The administration of ECF is often difficult since the 5-FU component requires a central venous access device and an ambulatory infusion pump and the cisplatin component is associated with nephrotoxicity and ototoxicity. The REAL-2 trial was a randomized phase 3 clinical trial that assessed whether 5-FU could be replaced by capecitabine and cisplatin by oxaliplatin in the ECF regimen.43 Between June 2000 and May 2005, a total of 1002 patients with locally advanced esophageal/GEJ/gastric cancer were enrolled. Patients were randomly assigned to 1 of 4 triplet therapies: epirubicin and cisplatin plus either 5-FU (ECF) or capecitabine (ECX) or epirubicin and oxaliplatin plus either 5-FU (EOF) or capecitabine (EOX). After a median follow-up of approximately 18 months, the overall survival in the capecitabine groups did not differ significantly from that in the 5-FU groups (HR 0.88 [95% CI 0.77 to 1.00], P = 0.06), nor did overall survival in the oxaliplatin groups differ significantly from that in the cisplatin groups (HR 0.91 [95% CI 0.79 to 1.04], P = 0.16). Interestingly, the 1-year survival rate was longer in the EOX group than in the ECF group (46.8% versus 37.7%, respectively; HR 0.80 [95% CI 0.66 to 0.97], P = 0.02). This translated into an overall survival of 11.2 months for the EOX group and 9.9 months for the ECF group. Therefore, EOX is preferred over ECF in clinical practice.

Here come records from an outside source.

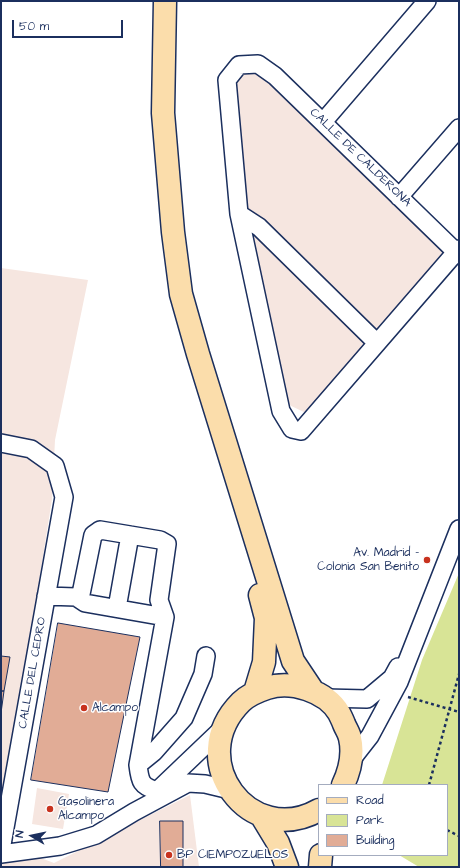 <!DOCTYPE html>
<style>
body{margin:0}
#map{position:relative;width:460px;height:868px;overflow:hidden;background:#fff;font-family:"Architects Daughter",sans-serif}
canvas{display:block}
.frame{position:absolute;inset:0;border:2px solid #1b2f5e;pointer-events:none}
.legend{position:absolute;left:318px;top:784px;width:130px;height:72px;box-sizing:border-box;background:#fff;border:1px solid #a4acbf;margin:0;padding:5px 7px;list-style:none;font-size:12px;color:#1b2f5e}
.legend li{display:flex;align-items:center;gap:8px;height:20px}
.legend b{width:20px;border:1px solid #a4acbf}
.north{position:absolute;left:12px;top:816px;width:40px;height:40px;-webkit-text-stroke:3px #fff;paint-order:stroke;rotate:279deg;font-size:11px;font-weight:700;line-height:16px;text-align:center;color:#1b2f5e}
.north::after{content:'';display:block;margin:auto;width:14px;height:18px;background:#1b2f5e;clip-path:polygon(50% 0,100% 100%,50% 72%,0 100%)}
.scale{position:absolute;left:12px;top:20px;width:111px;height:18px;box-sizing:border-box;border:2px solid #1b2f5e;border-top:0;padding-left:5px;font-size:12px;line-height:14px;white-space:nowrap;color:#1b2f5e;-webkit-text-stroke:3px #fff;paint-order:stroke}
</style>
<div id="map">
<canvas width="460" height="868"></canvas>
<div class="frame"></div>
<ul class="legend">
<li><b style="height:5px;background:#fbddab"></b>Road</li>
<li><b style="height:11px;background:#d8e496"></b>Park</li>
<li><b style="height:11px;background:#e1ac96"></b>Building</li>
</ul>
<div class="north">N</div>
<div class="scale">50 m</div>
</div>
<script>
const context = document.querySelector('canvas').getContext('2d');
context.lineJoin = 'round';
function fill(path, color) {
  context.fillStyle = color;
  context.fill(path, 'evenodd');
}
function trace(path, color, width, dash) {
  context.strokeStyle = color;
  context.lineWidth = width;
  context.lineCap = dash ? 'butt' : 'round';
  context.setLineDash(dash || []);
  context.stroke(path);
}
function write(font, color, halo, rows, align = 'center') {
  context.font = font + ' "Architects Daughter",sans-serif';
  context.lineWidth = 3;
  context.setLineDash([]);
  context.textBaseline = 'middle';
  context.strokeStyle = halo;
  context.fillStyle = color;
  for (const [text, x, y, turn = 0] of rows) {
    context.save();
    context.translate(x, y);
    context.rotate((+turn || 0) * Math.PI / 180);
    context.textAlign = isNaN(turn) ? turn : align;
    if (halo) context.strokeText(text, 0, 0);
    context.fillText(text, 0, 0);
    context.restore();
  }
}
const built = new Path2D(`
 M256,69L448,250L308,414L281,401L249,253L230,104L239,72Z
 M1,268L88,280L55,440L52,499L1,826Z
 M37,788L69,794L63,829L32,824Z
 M190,795L199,867H1V843L54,863Z`);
const green = new Path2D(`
 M459,573V867H419L399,855H447V785H382L422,660Z`);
const building = new Path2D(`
 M58,623L140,637L108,792L31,780Z
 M1,656L10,657L4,691H1Z
 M1,691H4L1,713Z
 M160,821H183V867H161Z`);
const path = new Path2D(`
 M408,697L459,712
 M429,785L459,674
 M447,830L459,836`);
const minor = new Path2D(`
 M323,122L427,1
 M399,197L459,128
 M239,214L259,227L377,343
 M459,249L456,252L301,431L292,429L281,411L239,214L227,80L239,65L258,64L275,76L456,252L459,255
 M1,443L31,449L55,466L64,497L1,850
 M46,596L76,597L81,594L93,535L100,530L160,540L167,544L159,600L165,617L138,765C140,782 141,786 157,791
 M76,597L85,603L165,617
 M117,608L130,535
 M325,698L367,699L392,678L398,667
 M352,759L370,736L399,682L459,529
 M138,765L154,752L184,718L203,674L206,656
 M156,792L222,729
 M1,854L60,846L96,835L134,812L188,783L205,784L230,790`);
const major = new Path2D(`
 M165,1L163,113L173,232L181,294L198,354L293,661L313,691
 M255,692L264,662L266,618L260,595
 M319,810C250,849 183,760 241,702C248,695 258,691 267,688C291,680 326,691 339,713C341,717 343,721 344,724C346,729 349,733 350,738C354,755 350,770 343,785
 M261,815L278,843L287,867
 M320,867L321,855`);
const markers = [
 [427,560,4,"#c8321e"],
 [84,708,4,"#c8321e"],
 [50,809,4,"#c8321e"],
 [169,855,4,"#c8321e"]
];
const streetNames = [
 ["CALLE DE CALDERONA",360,158,44],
 ["CALLE DEL CEDRO",33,673,-80]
];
const poiNames = [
 ["Av. Madrid -",419,553,"right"],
 ["Colonia San Benito",419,567,"right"],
 ["Alcampo",92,708],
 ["Gasolinera",58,802],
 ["Alcampo",58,816],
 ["BP CIEMPOZUELOS",177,855]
];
fill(built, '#f6e6e0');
fill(green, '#d8e496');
fill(building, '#e1ac96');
trace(building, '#1b2f5e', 1);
trace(minor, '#1b2f5e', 20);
trace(major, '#1b2f5e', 25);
trace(path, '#1b2f5e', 2.5, [3, 3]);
trace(minor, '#fff', 17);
trace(major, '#fbddab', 22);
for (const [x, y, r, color] of markers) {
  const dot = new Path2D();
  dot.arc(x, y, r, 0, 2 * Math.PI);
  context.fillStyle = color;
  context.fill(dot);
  trace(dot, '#fff', 1.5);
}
write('12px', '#1b2f5e', '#fff', streetNames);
write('12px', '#1b2f5e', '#fff', poiNames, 'left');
</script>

The French FNLCC/FFCD trial published in 2011 provided further support for perioperative chemotherapy.44 A total of 224 patients with adenocarcinoma of the lower esophagus, GEJ, or stomach were randomly assigned to perioperative chemotherapy plus surgery or surgery alone. The perioperative-chemotherapy group received 2 to 3 cycles of preoperative chemotherapy and 3 to 4 cycles of postoperative chemotherapy, consisting of infusional 5-FU (800 mg/m2 daily for days 1 to 5) and cisplatin (100 mg/m2 on day 1). In patients receiving preoperative chemotherapy, 38% experienced at least grade 3 to 4 toxicity. Among the 109 patients who received at least 1 cycle of preoperative chemotherapy, only 54 patients (50%) received postoperative chemotherapy. Despite this, the perioperative-chemotherapy group had a statistically significant higher R0 resection rate (84% versus 74%, P = 0.04) compared to the surgery alone group. At a median follow-up of 5.7 years, the perioperative chemotherapy group had an improved overall survival (HR for death 0.69 [95% CI 0.50 to 0.95], P = 0.02) and disease-free survival (DFS; HR for recurrence or death 0.65 [95% CI 0.48 to 0.89], P = 0.003). This translated into 5-year overall survival rates of 38% versus 24% and 5-year DFS rates of 34% versus 19%. One caveat to this study is that the majority of patients (64%) had GEJ cancer and only 25% had gastric cancer. In the multivariate analysis, the 2 significant prognostic factors for overall survival were the administration of preoperative chemotherapy (P = 0.01) and tumor site at the GEJ (P < 0.01).